Por experiencia sabemos, asimismo, que la distancia más corta entre dos personas no es línea recta. En la geometría de los espacios es así, en el tiempo de los seres humanos no funciona ese axioma geométrico. El encuentro personal toma su tiempo, sabe de entretenimientos y rodeos; tiene sorpresas no programadas. Para la vida buena, como lo señala Guardini, lo “superfluo” no sobra, es más bien tiempo que corona la hondura de la relación personal. Y lo que es válido para estas relaciones amicales, familiares, también es válido -en gran medida- para la vida empresarial. Una empresa que se dedicara solo a “medir el rendimiento” de sus colaboradores marchitaría malamente la atractividad de la organización. Resultados, indicadores son necesarios, desde luego. Pero este afán de resultados, no debe olvidar que los seres humanos no son solo medios para conseguir beneficios, son -sobre todo- fines en sí mismos que ríen, lloran, juegan, aspiran, sueñan…
Para hacerse cargo de los quiebres existenciales, de las demoras de la vida, hace falta paciencia, la cual encuentra su sentido en la paciencia de Dios. “Él ve cómo la vida juega y se deshace -sentencia Guardini-, cómo pasa el tiempo, da rodeos y desperdicia materiales, fuerzas y formas. Él ve la extraña contradicción que supone la vida frente a todo lo que significa utilidad y orden razonable y que, no obstante, es precisamente ahí donde reside su inmenso valor. Dios ve las prodigiosas casualidades, las bellas insensateces de la vida y les deja espacio. Dios es paciente, ¡y debe ser feliz en su paciencia! Si esa paciencia no gobernara por todas partes–en la tierra, en el aire, en la luz, en los materiales y en las fuerzas– ninguna planta florecería, ningún animal pondría en marcha su naturaleza y ningún hombre tendría un instante de felicidad”. Con la virtud de la paciencia se está en condiciones de saber esperar a fin de no arrancar los frutos antes de tiempo. Cuando falta la paciencia, el fuerte atropella, el ansioso se desasosiega.
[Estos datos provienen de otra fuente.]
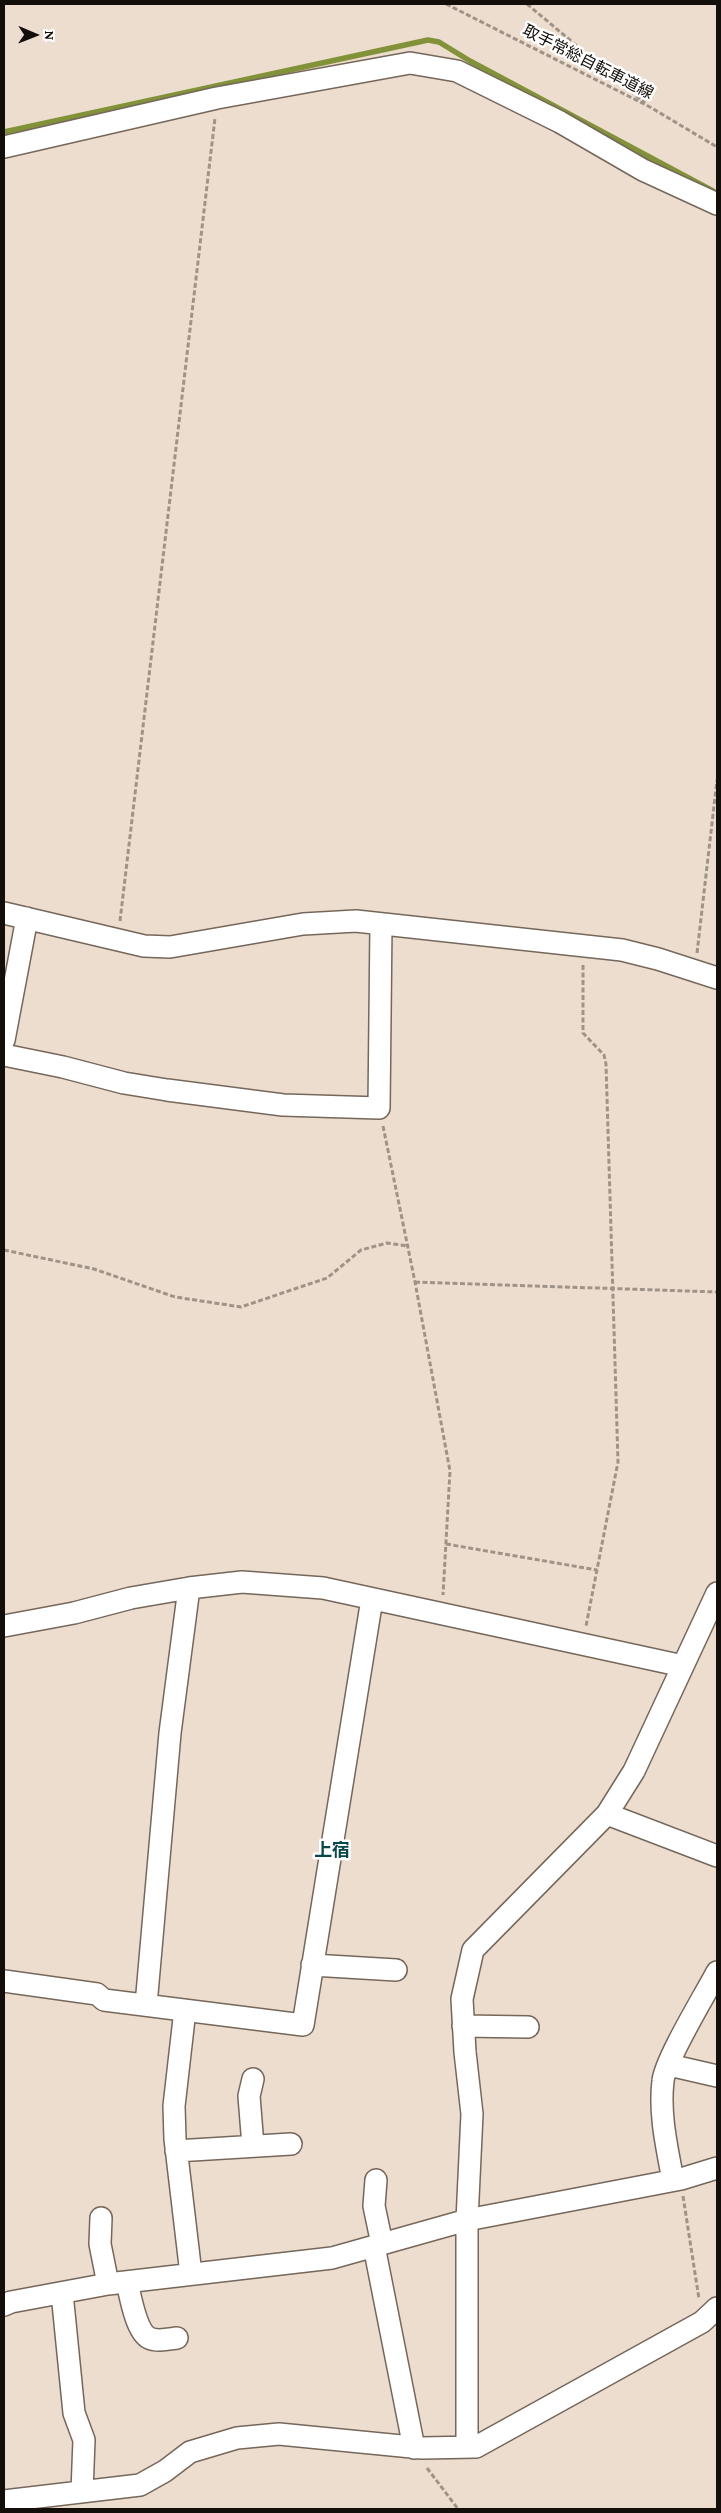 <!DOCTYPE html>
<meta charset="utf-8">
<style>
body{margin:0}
#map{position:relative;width:721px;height:2513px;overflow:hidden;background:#edddcf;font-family:"Crimson Pro",serif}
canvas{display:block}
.frame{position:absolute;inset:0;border:5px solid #130e09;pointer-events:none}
.north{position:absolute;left:10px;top:10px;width:50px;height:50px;-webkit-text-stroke:4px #fff;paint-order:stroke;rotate:91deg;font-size:14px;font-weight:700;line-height:20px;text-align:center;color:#130e09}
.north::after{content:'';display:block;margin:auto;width:18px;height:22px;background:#130e09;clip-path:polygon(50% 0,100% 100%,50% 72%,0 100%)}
</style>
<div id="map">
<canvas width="721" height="2513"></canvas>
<div class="frame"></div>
<div class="north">N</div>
</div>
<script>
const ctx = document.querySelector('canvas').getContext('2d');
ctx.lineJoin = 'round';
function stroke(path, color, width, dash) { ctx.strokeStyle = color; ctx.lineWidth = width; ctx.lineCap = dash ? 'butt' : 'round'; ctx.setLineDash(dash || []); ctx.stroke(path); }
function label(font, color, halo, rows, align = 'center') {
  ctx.font = font + ' "Crimson Pro","Noto Sans JP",serif'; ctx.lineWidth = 5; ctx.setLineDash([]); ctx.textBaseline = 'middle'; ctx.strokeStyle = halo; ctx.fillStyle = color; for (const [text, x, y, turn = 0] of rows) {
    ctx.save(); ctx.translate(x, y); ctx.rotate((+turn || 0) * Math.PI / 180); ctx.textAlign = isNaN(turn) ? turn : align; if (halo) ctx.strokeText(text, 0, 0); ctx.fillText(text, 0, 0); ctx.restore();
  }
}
const stream = new Path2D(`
 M 4,132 L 428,40 L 439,42 L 470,61 L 713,191`);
const path = new Path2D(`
 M 446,4 L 650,107 L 717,147
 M 527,4 L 645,103
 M 120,921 L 215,118
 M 697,953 L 717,780
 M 583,965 L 583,1033 L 604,1055 L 606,1064 L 618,1462 L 586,1626
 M 383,1126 L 415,1282 L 450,1471 L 443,1595
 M 4,1250 L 94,1269 L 175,1297 L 241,1307 L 327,1278 L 361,1250 L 387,1243 L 408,1246
 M 415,1282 L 717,1292
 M 446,1544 L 597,1570
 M 683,2196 L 699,2299
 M 427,2468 L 458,2509`);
const minor = new Path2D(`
 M 4,147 L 217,98 L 410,63 L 457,71 L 560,122 L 643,170 L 717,204
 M 4,913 L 144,946 L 170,947 L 303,924 L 356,921 L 622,950 L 658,959 L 717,978
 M 4,1040 L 27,918
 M 4,1055 L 63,1067 L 124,1083 L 167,1090 L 283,1105 L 379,1108 L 381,924
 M 4,1626 L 74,1613 L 131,1598 L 189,1588 L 242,1582 L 323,1588 L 683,1666
 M 607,1814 L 717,1856
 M 312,1965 L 396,1970
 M 4,1981 L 97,1994 L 104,2000 L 303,2025 L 372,1599
 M 146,2005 L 170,1733 L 189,1588
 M 185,2010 L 174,2106 L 175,2139 L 191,2274
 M 463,2026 L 528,2027
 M 669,2065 L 717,2076
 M 253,2146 L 249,2096 L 253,2079
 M 176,2151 L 291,2144
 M 376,2180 L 374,2206 L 382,2244
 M 673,2180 C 667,2148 659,2114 663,2081 C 665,2060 705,1995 717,1972
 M 101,2218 L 100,2244 L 108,2284
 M 374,2246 L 414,2448
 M 127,2282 C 130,2295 136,2331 149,2338 C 157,2342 169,2339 177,2338
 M 62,2293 L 74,2413 L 84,2440 L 82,2492
 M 4,2305 L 11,2302 L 108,2284 L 332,2258 L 467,2220 L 681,2179 L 717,2168
 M 467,2447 L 467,2220 L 472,2114 L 465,2052 L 462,1999 L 473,1950 L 607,1814 L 634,1771 L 717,1593
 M 4,2501 L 140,2485 L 165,2471 L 190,2452 L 237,2438 L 279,2434 L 422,2448 L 476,2447 L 702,2322 L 717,2308`);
const streetNames = [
 ["取手常総自転車道線",588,62,27]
];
const neighbourhoodNames = [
 ["上宿",332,1850]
];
stroke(stream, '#819238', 5.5);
stroke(minor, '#75675a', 24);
stroke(path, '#9f9388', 3, [5, 2.5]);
stroke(minor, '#fff', 21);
label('16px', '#130e09', '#fff', streetNames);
label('bold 18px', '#06484c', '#fff', neighbourhoodNames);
</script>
No todo es “ya” o “ahoritita”. “Hay actividades que tienen un tiempo de maduración largo -continúa afirmando Guardini-. La paciencia soporta lo imperfecto, no pierde la calma ante lo que falla, se preocupa de lo que ha perdido el rumbo y lo rodea con aquel cuidado misterioso, que es no sólo misericordia, sino que es también un sentimiento de solidaridad frente al destino de las cosas. Con todo ello el hombre se limita a continuar algo que ya Dios ha puesto en las raíces de la existencia. Aquel que ha creado este mundo ha hecho de la paciencia la condición de la existencia humana”. La idea de la pura utilidad neta, la producción sin merma, las cobranzas sin morosidad, quizá funcione en los modelos de perfección sincronizada; no así en el mundo de la vida real nutrido bellamente por demoras funcionales, fragilidades estructurales, derroches con sabor a magnanimidad. Para quien desconoce la paciencia, estas manifestaciones del mundo de la vida son vistas como anomalías que han de eliminarse, justo todo lo contrario, a una cultura de la vida que asuma el reto del cuidado paciente de las personas vulnerables.
Pensar en la paciencia que Dios tiene con sus criaturas es un punto firme para cultivar la paciencia ante los vaivenes de la condición humana y gozar de los sonidos desafinados de la vida.